# Amritsar Siftee Da Ghar. What It Really Means



## Gyani Jarnail Singh (Oct 10, 2009)

Guru Piayario Jios,

Often we have misinterpreted Gurbani according to our own pre-set notions and background. Under this weight the Gurbani tuks that refer to "AMRITSAR" have been mistakenly taken to mean the PHYSICAL PLACE in North India known as Amritsar City and previously known as Chak Ramdass..Guru Ki Nagree etc.
Our GURUS DID NOT ATTACH us to any Human Bodies, Dehs or Physical places as holy or unholy. Gurbani only serves to attach us to the GURU..Shabd Guru, Satguru and AKAL PURAKH..the CREATOR..the Timeless ONES without boundaries of time, place and out of Death.pain and destruction.
Here is an attached PDF file from Sardar gurmit Singh ji Sydney on the various tuks that mention AMRITSAR and what they actually mean.


----------



## Tejwant Singh (Oct 11, 2009)

Amritsar, Siftee da Ghar= The pool of nectar is full of praises of Ik Ong Kaar and it dwells within each and everyone of us.
 Now, how to find this Amritsar?

SGGS, our only GURU says:

_Gaviaey suniaey munn rukhiaey bhao, dukh purhar sukh ghar lae jaey,

_"By singing the praises of IK Ong Kaar, listening to Gurbani attentively, understanding its message and putting the message attained into practice. Then only we can discover Amritsar within.

Tejwant Singh


----------



## Gyani Jarnail Singh (Oct 11, 2009)

All the Shabads that mention the word HARMANDER penned by the Third Satguru, Guru Amardass Ji towrads the concluding section of SGGS make it amply clear that the Harmander and Amritsar are the HUMAN BODY and Akal Purakh dwells WITHIN US.


----------



## japjisahib04 (Oct 12, 2009)

Gyani Jarnail Singh said:


> All the Shabads that mention the word HARMANDER penned by the Third Satguru, Guru Amardass Ji towrads the concluding section of SGGS make it amply clear that the Harmander and Amritsar are the HUMAN BODY and Akal Purakh dwells WITHIN US.

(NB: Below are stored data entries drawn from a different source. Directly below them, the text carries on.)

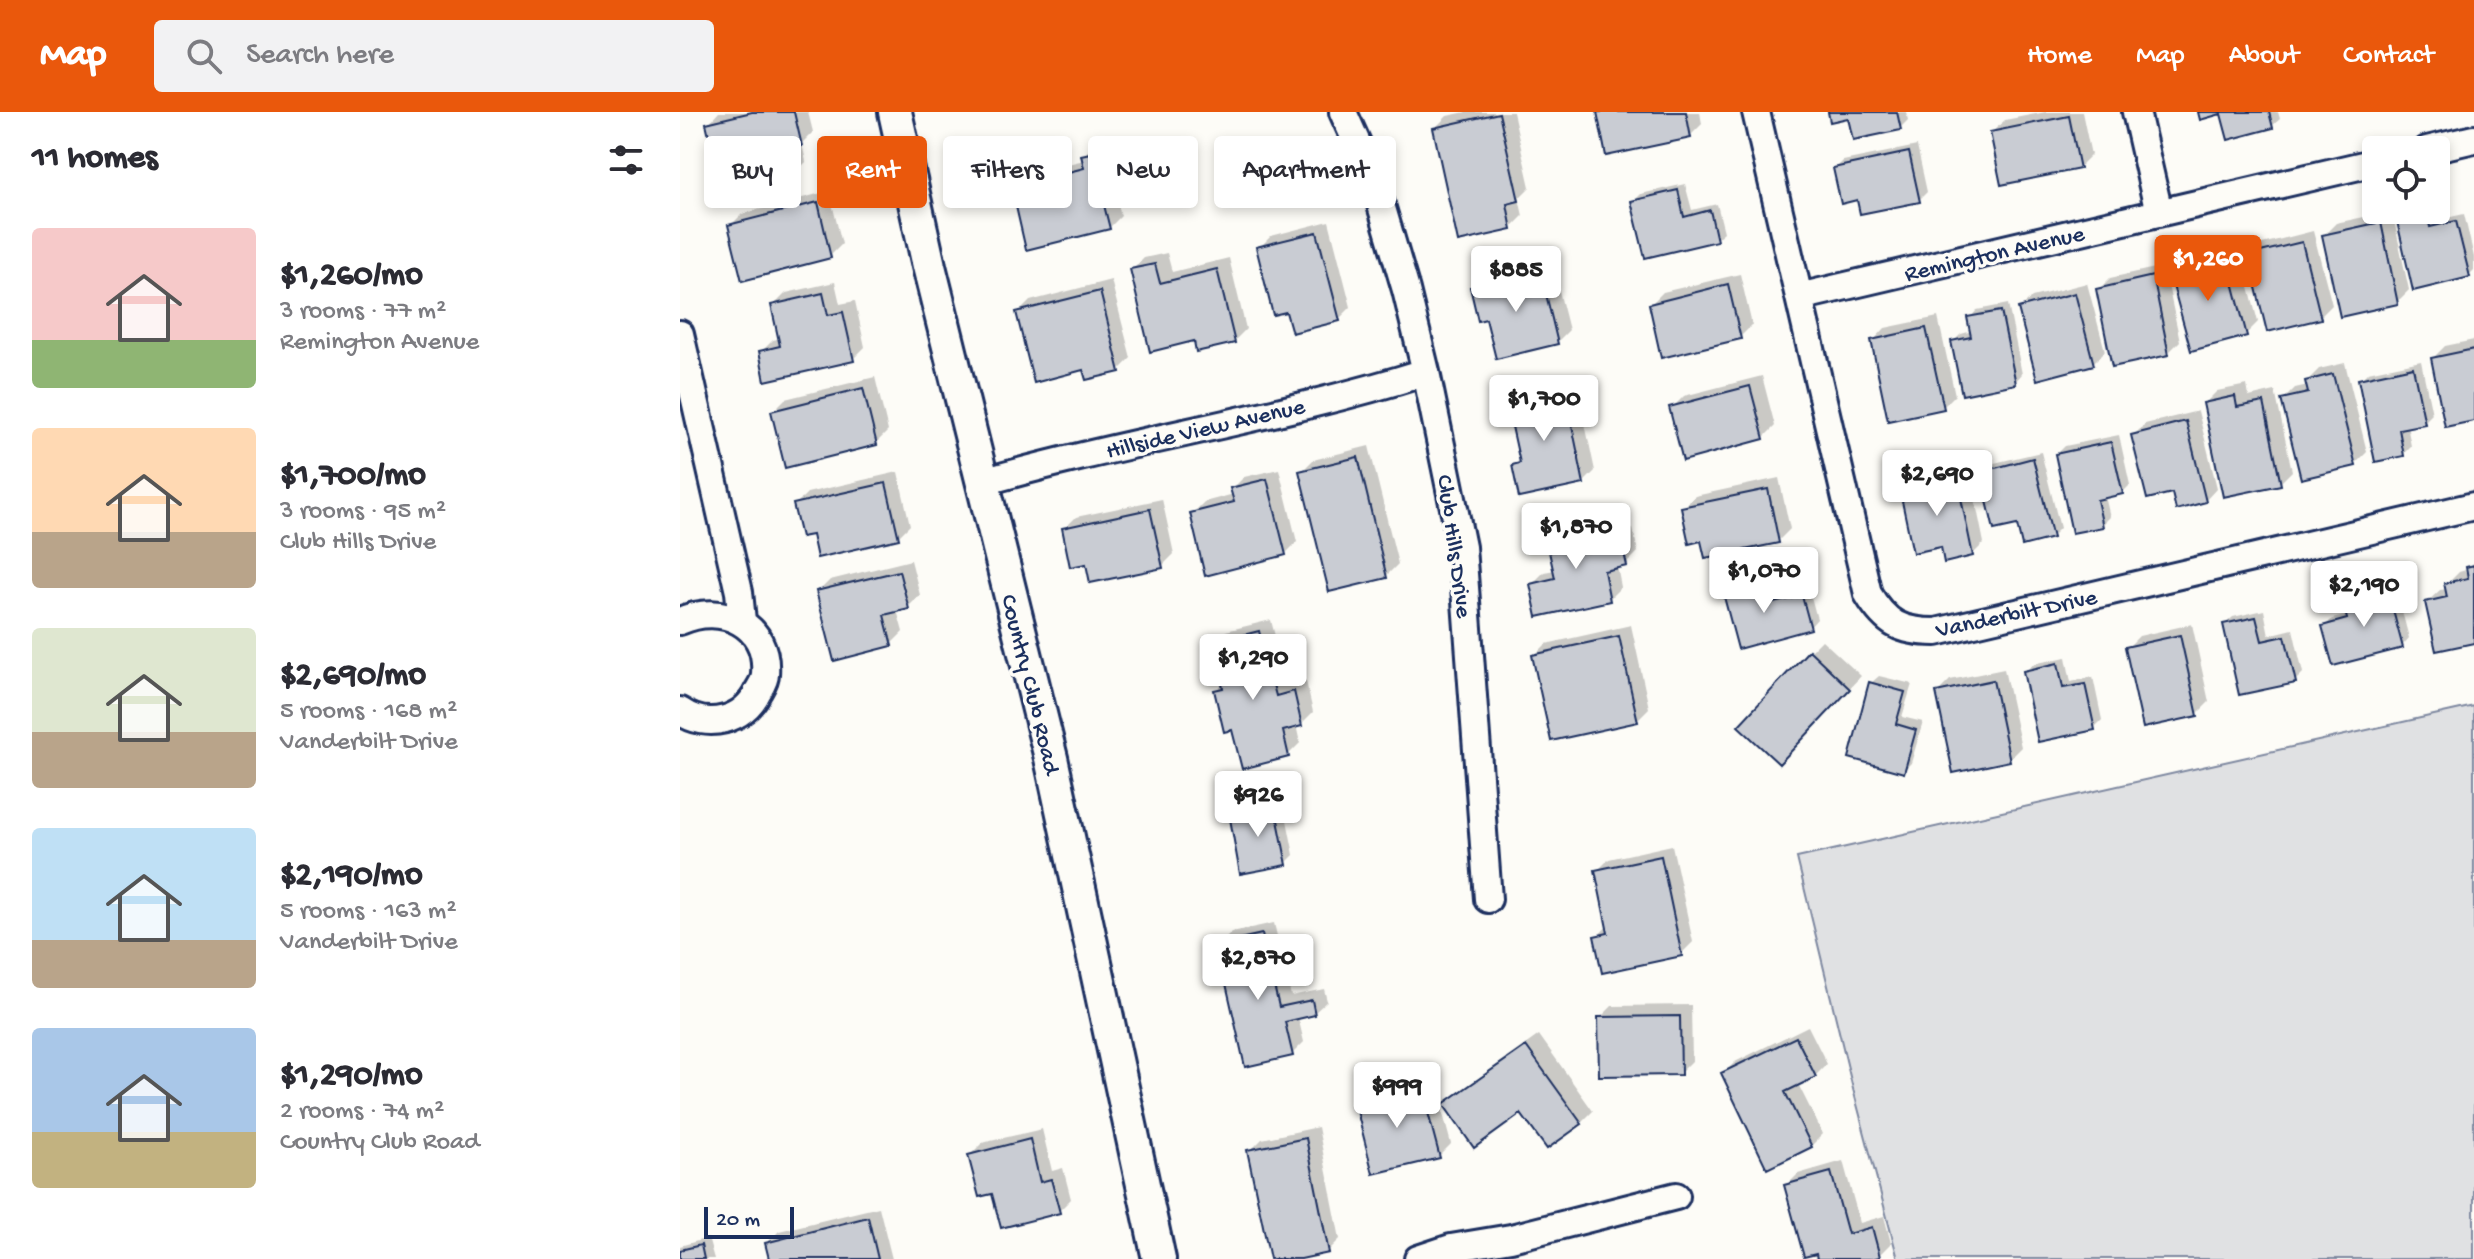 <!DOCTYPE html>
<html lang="en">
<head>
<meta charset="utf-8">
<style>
	body { margin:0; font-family:"Gochi Hand",sans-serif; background:#f2f2f3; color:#2b2b33; height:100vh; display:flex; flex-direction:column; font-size:30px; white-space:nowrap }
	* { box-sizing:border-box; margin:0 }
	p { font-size:26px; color:#7c7c81 }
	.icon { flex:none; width:44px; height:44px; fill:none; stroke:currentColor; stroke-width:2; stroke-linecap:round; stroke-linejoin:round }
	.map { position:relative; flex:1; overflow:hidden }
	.details { display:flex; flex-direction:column; background:#fff; width:680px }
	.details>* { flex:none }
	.hud { position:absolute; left:24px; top:24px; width:760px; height:72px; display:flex; gap:16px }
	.tools { position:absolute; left:1682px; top:24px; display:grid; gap:16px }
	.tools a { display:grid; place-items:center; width:88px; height:88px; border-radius:8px; background:#fff; box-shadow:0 4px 12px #0003; font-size:40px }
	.scale { position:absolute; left:24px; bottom:20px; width:90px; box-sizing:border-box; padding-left:8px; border:4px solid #1b2f5e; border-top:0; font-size:22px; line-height:28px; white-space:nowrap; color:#1b2f5e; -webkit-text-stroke:6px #fdfcf7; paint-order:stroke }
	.price { position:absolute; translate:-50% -68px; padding:0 18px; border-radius:8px; background:#fff; color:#222; font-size:26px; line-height:52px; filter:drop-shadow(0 2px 4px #0008) }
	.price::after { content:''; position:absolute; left:50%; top:48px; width:24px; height:18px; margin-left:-12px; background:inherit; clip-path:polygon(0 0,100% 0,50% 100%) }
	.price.active { background:#ea580c; color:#fff }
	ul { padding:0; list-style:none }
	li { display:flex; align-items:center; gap:24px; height:200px; padding:0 32px }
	li span { display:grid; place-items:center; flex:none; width:224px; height:160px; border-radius:8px; color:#555 }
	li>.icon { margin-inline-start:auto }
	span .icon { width:96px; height:96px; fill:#fffc; stroke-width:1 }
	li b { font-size:34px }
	h2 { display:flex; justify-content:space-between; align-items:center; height:96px; padding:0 32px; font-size:34px }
	.tag { padding:0 28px; border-radius:8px; background:#fff; box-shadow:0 4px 12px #0003; font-size:28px; line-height:72px }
	.tag.active { background:#ea580c; color:#fff }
	header { display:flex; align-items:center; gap:48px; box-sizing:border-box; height:112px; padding:0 40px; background:#ea580c; color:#fff }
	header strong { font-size:38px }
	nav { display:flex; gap:44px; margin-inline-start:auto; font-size:28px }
	.search { width:560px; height:72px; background:#f2f2f3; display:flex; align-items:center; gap:20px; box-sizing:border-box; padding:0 28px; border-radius:8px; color:#7c7c81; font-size:30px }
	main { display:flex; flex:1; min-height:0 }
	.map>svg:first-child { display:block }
</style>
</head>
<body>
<header>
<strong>Map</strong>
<div class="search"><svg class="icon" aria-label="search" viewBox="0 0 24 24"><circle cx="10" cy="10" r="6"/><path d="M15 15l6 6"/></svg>Search here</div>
<nav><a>Home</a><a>Map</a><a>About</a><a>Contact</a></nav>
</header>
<main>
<section class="details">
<h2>11 homes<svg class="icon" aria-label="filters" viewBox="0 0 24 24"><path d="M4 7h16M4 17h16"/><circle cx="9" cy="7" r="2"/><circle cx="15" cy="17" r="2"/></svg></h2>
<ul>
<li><span style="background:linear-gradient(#f6c9c9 70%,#8fb573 0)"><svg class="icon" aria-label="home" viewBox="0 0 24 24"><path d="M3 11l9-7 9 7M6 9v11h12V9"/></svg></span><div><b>$1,260/mo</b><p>3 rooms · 77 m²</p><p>Remington Avenue</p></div></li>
<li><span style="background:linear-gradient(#ffd9b3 65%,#b9a48a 0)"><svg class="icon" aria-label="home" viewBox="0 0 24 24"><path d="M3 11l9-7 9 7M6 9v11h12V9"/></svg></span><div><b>$1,700/mo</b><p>3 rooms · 95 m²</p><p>Club Hills Drive</p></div></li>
<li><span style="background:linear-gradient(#dfe7d0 65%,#b9a48a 0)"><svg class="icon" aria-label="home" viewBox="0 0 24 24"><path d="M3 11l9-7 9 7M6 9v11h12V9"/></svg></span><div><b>$2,690/mo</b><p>5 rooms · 168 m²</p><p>Vanderbilt Drive</p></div></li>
<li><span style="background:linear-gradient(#bfe0f5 70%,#b9a48a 0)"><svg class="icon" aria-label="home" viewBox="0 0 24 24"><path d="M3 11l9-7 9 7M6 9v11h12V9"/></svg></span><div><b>$2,190/mo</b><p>5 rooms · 163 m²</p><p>Vanderbilt Drive</p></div></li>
<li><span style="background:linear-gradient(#a9c7e8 65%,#c2b280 0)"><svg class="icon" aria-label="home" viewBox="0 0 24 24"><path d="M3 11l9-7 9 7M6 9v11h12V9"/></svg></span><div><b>$1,290/mo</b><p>2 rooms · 74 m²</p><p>Country Club Road</p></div></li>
</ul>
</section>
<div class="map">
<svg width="1794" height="1147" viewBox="0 0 1794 1147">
	<rect width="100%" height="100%" fill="#fdfcf7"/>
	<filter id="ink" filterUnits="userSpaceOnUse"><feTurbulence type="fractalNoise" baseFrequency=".0125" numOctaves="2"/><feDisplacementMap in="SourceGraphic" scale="16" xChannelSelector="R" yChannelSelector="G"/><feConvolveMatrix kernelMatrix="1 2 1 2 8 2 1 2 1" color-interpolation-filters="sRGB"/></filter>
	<g filter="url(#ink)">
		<path fill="#e0e1e3" stroke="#7e88a0" stroke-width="2" d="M1794,594V1147H1218L1173,977L1117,746Z"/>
		<path fill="#0003" d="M39,0H128L133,20L122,31L126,50L114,62L65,53L28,12Z
			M786,0H833L850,75L839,86L843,104L831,116L755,16L767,4Z
			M919,0H1020L1022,12L1010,24Z
			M1150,0H1226L1228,8L1220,16Z
			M1366,0H1402L1411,43L1399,55L1312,20L1325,8Z
			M1542,0H1598L1600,7L1592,14Z
			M436,27L439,40L465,33L473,66L461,78L436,84L441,104L429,116L331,65L343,53L378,44L380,54L404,48L403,44L415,32Z
			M1237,34L1247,80L1239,88L1178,86L1155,57L1163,49Z
			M1005,72L1012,98L1037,92L1044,120L1036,127L953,90L961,82Z
			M149,79L162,132L150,144L50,114L62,102Z
			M1726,98H1755L1758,108L1784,102L1794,145V158L1789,163L1718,106Z
			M1712,99L1729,178L1717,190L1644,123L1656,111Z
			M649,109L671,195L659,207L608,197L579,136L591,124Z
			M1633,119L1652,193L1640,205L1570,144L1582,132Z
			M1558,133L1578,210L1566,222L1492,159L1504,147Z
			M487,141L492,160L549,146L566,217L554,229L515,227L452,158L464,146Z
			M871,147L889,218L877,230L808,204L792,175L804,163Z
			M1484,154L1500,229L1488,241L1418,178L1430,166Z
			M1060,162L1072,213L1060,225L971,192L983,180Z
			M431,168L451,246L439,258L404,256L338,201L350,189Z
			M155,170L160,192L175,189L185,235L173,247L81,240L93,228L101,226L94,193L106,181Z
			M1407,171L1425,239L1413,251L1340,197L1352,185Z
			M1328,192L1342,262L1335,270L1273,230L1281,222L1292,219L1290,206L1297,198Z
			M1258,205L1275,283L1263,295L1193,229L1205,216Z
			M1794,228V307L1753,246L1765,234Z
			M1741,249L1752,302L1744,310L1727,313L1731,334L1723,342L1680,268L1688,260Z
			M1665,251L1687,340L1675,352L1603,288L1615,276L1628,273L1627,269L1639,257Z
			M895,264L915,359L903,371L834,354L841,347L828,287L840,275Z
			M1082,264L1095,314L1083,326L992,296L1004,284Z
			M195,265L208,319L196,331L93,299L105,287Z
			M1567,273L1569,285L1595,279L1612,359L1600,371L1525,291L1537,279Z
			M1518,299L1537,376L1525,389L1493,378L1453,324L1465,312Z
			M1439,323L1450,373L1442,381L1425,384L1430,405L1422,413L1377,342L1385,334Z
			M689,334L718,452L706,464L621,360L633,348Z
			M1361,340L1380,416L1372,424L1339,411L1302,360L1310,352Z
			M1288,352L1304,431L1292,443L1262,432L1221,375L1233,363Z
			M599,357L617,430L605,442L512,402L524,390L554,382L552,377L564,365Z
			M218,360L230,413L218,425L133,420L115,393L127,381Z
			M1099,366L1110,417L1098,429L1023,427L1003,396L1015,384Z
			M482,387L494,442L482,454L407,449L384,417L396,405Z
			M920,401L925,422L953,417L958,440L946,452L937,454L941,475L929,487L852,472L864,460L875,458L867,422L879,410Z
			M231,448L240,483L228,495L217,498L223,520L211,532L138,480L150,468Z
			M1794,450V529L1747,490L1760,478L1768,477L1767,472L1779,460L1789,457Z
			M1095,462L1101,485L1129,477L1137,507L1130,515L1045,482L1053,474Z
			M1713,465L1729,526L1722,534L1644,515L1652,507L1668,503L1666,496L1674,488L1688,484L1686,478L1694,470Z
			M1584,498L1589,523L1613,517L1623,561L1615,569L1545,512L1553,505Z
			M591,508L607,573L626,569L633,600L621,612L616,613L620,631L608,643L554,616L536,578L544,571L534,531L546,519Z
			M1512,512L1529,590L1517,602L1447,536L1459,524Z
			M951,513L969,596L957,608L854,544L866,532Z
			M1142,528L1181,564L1111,638L1130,540Z
			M1386,545L1391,570L1413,565L1422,608L1414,616L1345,560L1353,552Z
			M1324,557L1341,635L1329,647L1258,580L1270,568Z
			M1199,564L1232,572L1222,605L1243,610L1231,651L1223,659L1191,571Z
			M603,686L604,689L558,698V702L604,693L614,743L606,751L551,702L559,694Z
			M992,733L1013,830L1001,842L917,825L929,812L917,759L929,747Z
			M594,811L611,884L644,877L647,889L634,901L618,905L624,930L612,942L540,832L552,820Z
			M1011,893L1012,949L1000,961L920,906L932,894Z
			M1128,914L1147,952L1135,964L1118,972L1143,1022L1131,1034L1043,962L1055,950Z
			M859,923L913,999L901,1011L842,999L766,993L778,981Z
			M753,964L771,1032L759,1044L677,991L689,979Z
			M638,1015L660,1127L648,1139L611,1147H592L570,1039L582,1027Z
			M362,1017L372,1059L383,1056L391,1087L379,1099L314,1079L290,1043L302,1031Z
			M1163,1049L1180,1111L1204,1104L1211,1131L1199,1143L1184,1147H1139L1106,1074L1118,1062Z
			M199,1095L212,1147H91L87,1131L99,1119Z
			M28,1126L34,1147H0V1134Z"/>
		<path fill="#c9ccd3" stroke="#1b2f5e" stroke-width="2" d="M72,0H114L122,34L109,37L115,64L69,75L64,55L54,57L49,37L33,41L26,11Z
			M917,0H1006L1011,26L926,44Z
			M1148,0H1217L1221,18L1173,28L1168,6L1150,10Z
			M1518,0H1589L1593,16L1548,28L1541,2L1520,8Z
			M819,1L839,89L827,92L832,118L778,130L753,16Z
			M1389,4L1400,57L1321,73L1310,20Z
			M424,38L427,51L453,44L462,79L423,89L430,117L346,138L329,64L366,55L369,65L404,56L401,43Z
			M1229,40L1240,90L1180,102L1177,88L1161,92L1153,56Z
			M998,78L1004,105L1030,98L1037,129L965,146L951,89Z
			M138,90L151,146L62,169L48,113Z
			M1746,98L1750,115L1776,109L1790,165L1733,179L1716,105Z
			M1701,110L1718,192L1660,205L1642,123Z
			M637,120L660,209L612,221L606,200L593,203L576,135Z
			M1622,130L1641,207L1587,220L1568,143Z
			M1546,143L1567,224L1511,239L1489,159Z
			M475,152L480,171L537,157L555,231L516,240L514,229L470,240L450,157Z
			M860,157L878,232L816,247L806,207L798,209L790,175Z
			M1473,164L1489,243L1432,255L1416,177Z
			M1048,172L1061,227L981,246L969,192Z
			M420,179L440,260L406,268L403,258L354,271L336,200Z
			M143,181L148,203L163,200L174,249L85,269L79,239L100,234L91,193Z
			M1395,181L1414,253L1357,268L1338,196Z
			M1321,199L1336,272L1282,283L1271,229L1291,225L1287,205Z
			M1246,216L1264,297L1208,309L1191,228Z
			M1794,237V309L1765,315L1751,246Z
			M1733,255L1745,312L1719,317L1724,344L1695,350L1678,267Z
			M1653,262L1676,354L1621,367L1601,287L1628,281L1625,269Z
			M884,274L904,372L839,386L832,353L840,351L826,287Z
			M1070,274L1084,327L1003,349L989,295Z
			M183,276L197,333L105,356L91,299Z
			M1555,284L1557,295L1584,290L1601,373L1543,385L1523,291Z
			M1506,309L1526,390L1496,398L1492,381L1467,387L1451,323Z
			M1431,330L1443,382L1417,388L1423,415L1392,421L1375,342Z
			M678,345L707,466L649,480L619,359Z
			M1353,346L1373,426L1342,434L1337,413L1314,418L1300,360Z
			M1276,362L1293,444L1264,451L1261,435L1233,441L1219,375Z
			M587,367L606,443L525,464L510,401L554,390L550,376Z
			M206,371L219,427L137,446L132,423L121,425L113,392Z
			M1088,377L1099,431L1025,446L1021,429L1009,432L1001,395Z
			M470,397L483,456L410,471L406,452L390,455L382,416Z
			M909,412L913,433L941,428L947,454L924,459L930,489L857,505L850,472L875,466L865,422Z
			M1794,453V531L1756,539L1745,490L1767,485L1764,471L1788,466L1786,455Z
			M219,459L229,497L204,503L212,534L154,549L136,479Z
			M1087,469L1093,491L1122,484L1131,517L1058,537L1043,481Z
			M1706,472L1723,536L1653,554L1642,514L1667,507L1664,495L1687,489L1684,478Z
			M1576,505L1582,529L1605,524L1616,571L1559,583L1543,512Z
			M579,519L596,584L614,579L622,614L603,619L609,645L562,657L552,618L544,620L534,578L543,576L532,531Z
			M1500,523L1518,604L1463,616L1445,535Z
			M939,524L958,610L871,629L852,543Z
			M1129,538L1170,577L1099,652L1058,614Z
			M1378,551L1383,576L1405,572L1415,618L1358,630L1343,559Z
			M1313,568L1330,649L1273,661L1256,580Z
			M1189,570L1225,580L1216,612L1236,618L1224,661L1169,646Z
			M595,693L607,753L560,762L549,701Z
			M981,744L1002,844L922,861L914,824L928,821L915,758Z
			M582,822L599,895L632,888L635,903L605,910L613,944L565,955L537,832Z
			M1000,904L1001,963L919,964L918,905Z
			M1116,925L1136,965L1105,980L1132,1035L1087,1057L1041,961Z
			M846,934L902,1012L867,1037L841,1002L794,1036L763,992Z
			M741,974L760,1046L693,1062L675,991Z
			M626,1026L649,1141L621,1147H590L567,1038Z
			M350,1027L360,1070L371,1067L380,1101L321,1116L312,1082L299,1085L288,1043Z
			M1151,1060L1168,1122L1192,1115L1200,1145L1191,1147H1137L1136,1142L1124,1145L1104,1073Z
			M188,1105L198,1147H89L85,1131Z
			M21,1133L24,1147H0V1138Z"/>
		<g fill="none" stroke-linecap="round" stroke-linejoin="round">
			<defs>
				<path id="minor" d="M663,0L694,69L726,178L746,260L782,435L808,787
					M1076,0L1188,482C1206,512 1221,520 1256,520L1794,394
					M1456,0L1479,101
					M1747,38L1794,27
					M1119,185L1696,50
					M0,222L59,480L62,509
					M303,370C449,328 601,306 746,260
					M0,509C42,490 89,512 85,562C85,568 81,574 78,579C64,609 27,618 0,599
					M738,1147L771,1136L831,1126L996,1084"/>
				<path id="tertiary" d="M215,0L249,154L371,646L479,1147"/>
			</defs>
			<use href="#minor" stroke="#1b2f5e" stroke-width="32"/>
			<use href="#tertiary" stroke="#1b2f5e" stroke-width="38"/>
			<use href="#minor" stroke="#fdfcf7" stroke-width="26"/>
			<use href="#tertiary" stroke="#fdfcf7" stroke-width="32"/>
		</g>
	</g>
	<g text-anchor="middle" stroke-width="7" stroke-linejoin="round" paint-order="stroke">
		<g font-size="24" fill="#1b2f5e" stroke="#fdfcf7">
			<text transform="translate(1314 140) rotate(-13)" y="8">Remington Avenue</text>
			<text transform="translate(525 315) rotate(-13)" y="8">Hillside View Avenue</text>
			<text transform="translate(776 434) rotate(82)" y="8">Club Hills Drive</text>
			<text transform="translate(1336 500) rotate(-12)" y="8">Vanderbilt Drive</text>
			<text transform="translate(352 572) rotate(76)" y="8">Country Club Road</text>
		</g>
	</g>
</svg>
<div class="tools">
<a><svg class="icon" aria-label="locate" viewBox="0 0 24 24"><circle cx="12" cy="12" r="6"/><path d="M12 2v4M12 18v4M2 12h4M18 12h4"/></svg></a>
</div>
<div class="scale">20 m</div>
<b class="price active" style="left:1528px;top:191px">$1,260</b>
<b class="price" style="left:836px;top:202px">$885</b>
<b class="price" style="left:864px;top:331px">$1,700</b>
<b class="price" style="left:1257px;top:406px">$2,690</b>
<b class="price" style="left:896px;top:459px">$1,870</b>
<b class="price" style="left:1084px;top:503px">$1,070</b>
<b class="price" style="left:1684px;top:517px">$2,190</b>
<b class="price" style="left:573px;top:590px">$1,290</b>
<b class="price" style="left:578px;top:727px">$926</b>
<b class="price" style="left:578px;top:890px">$2,870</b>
<b class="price" style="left:717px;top:1018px">$999</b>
<div class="hud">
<a class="tag">Buy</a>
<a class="tag active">Rent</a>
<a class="tag">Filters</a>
<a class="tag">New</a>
<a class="tag">Apartment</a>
</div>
</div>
</main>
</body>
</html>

How correctly you have summed up. Unfortunately, gurbani has been interpretatred literally. We need a proper interpretation of Gurbani so that our coming generation atleast don't blame us.

Best regards
Mohinder Singh Sahni


----------



## Tejwant Singh (Oct 12, 2009)

Gyani ji, Naamjap ji or any other Singhni or Singh,

Guru Fateh.

I need your help.

Could you please let me know how many times Akaalpurkh and Kartapurkh are used in the SGGS and give me the verses? Somehow, my search engine on this lap top does not work? I can not even get Gurugranth.org site open.

Thanks & Regards.

Tejwant Singh


----------